• PROBLEM:
Repeat the data verbatim, images excluded.

(Collected data)
┄┄┄┄┄┄┄┄┄┄┄┄┄┄┄┄┄┄┄┄
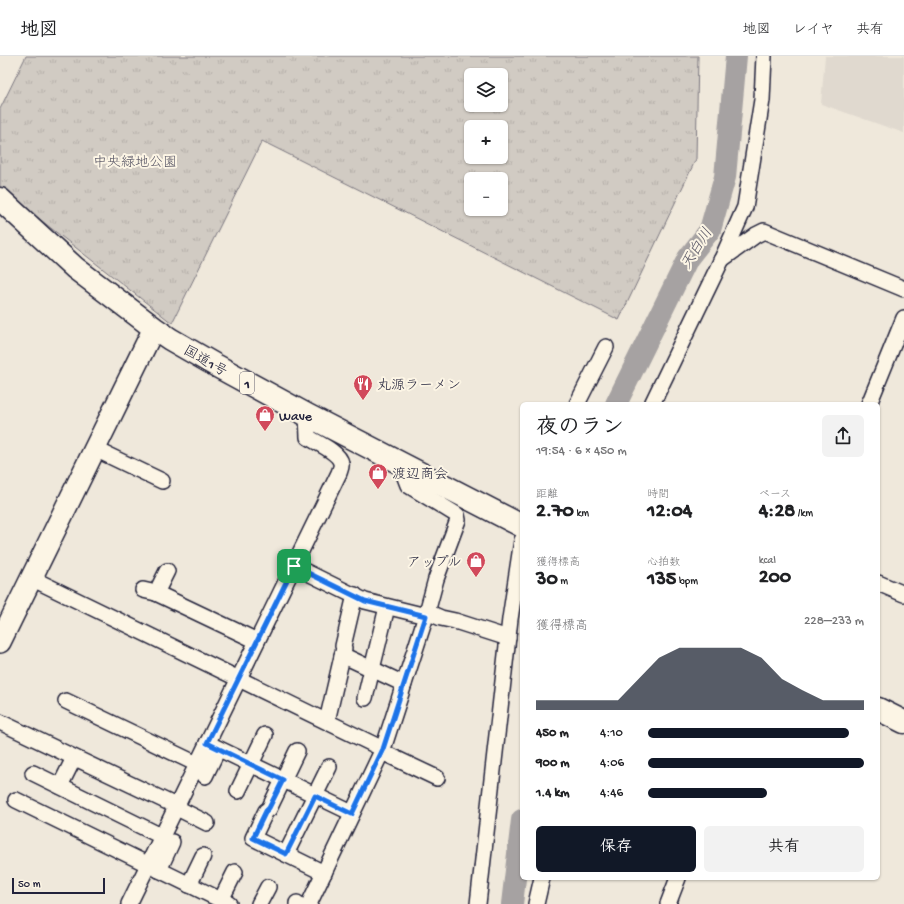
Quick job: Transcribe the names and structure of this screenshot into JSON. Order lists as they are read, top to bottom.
{
  "streets": {
    "highway": ["国道1号", "1"]
  },
  "water": ["天白川"],
  "parks": ["中央緑地公園"],
  "places": {
    "restaurant": ["丸源ラーメン"],
    "shop": ["Wave", "渡辺商会", "アップル"]
  },
  "scale_bar": "50 m",
  "page": {
    "header": "地図",
    "nav": ["地図", "レイヤ", "共有"],
    "map_buttons": ["+", "−"],
    "heading": ["夜のラン", "19:54 · 6 × 450 m"],
    "stats": [
      ["距離", "2.70 km"],
      ["時間", "12:04"],
      ["ペース", "4:28 /km"],
      ["獲得標高", "30 m"],
      ["心拍数", "135 bpm"],
      ["kcal", "200"]
    ],
    "chart": ["獲得標高", "228–233 m"],
    "list": [
      {
        "name": "450 m",
        "note": "4:10"
      },
      {
        "name": "900 m",
        "note": "4:06"
      },
      {
        "name": "1.4 km",
        "note": "4:46"
      }
    ],
    "buttons": ["保存", "共有"],
    "scale": "50 m"
  }
}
┄┄┄┄┄┄┄┄┄┄┄┄┄┄┄┄┄┄┄┄
• SOLUTION TO THIS PROBLEM:
Quick job: Transcribe the names and structure of this screenshot into JSON. Order lists as they are read, top to bottom.
{
  "streets": {
    "highway": ["国道1号", "1"]
  },
  "water": ["天白川"],
  "parks": ["中央緑地公園"],
  "places": {
    "restaurant": ["丸源ラーメン"],
    "shop": ["Wave", "渡辺商会", "アップル"]
  },
  "scale_bar": "50 m",
  "page": {
    "header": "地図",
    "nav": ["地図", "レイヤ", "共有"],
    "map_buttons": ["+", "−"],
    "heading": ["夜のラン", "19:54 · 6 × 450 m"],
    "stats": [
      ["距離", "2.70 km"],
      ["時間", "12:04"],
      ["ペース", "4:28 /km"],
      ["獲得標高", "30 m"],
      ["心拍数", "135 bpm"],
      ["kcal", "200"]
    ],
    "chart": ["獲得標高", "228–233 m"],
    "list": [
      {
        "name": "450 m",
        "note": "4:10"
      },
      {
        "name": "900 m",
        "note": "4:06"
      },
      {
        "name": "1.4 km",
        "note": "4:46"
      }
    ],
    "buttons": ["保存", "共有"],
    "scale": "50 m"
  }
}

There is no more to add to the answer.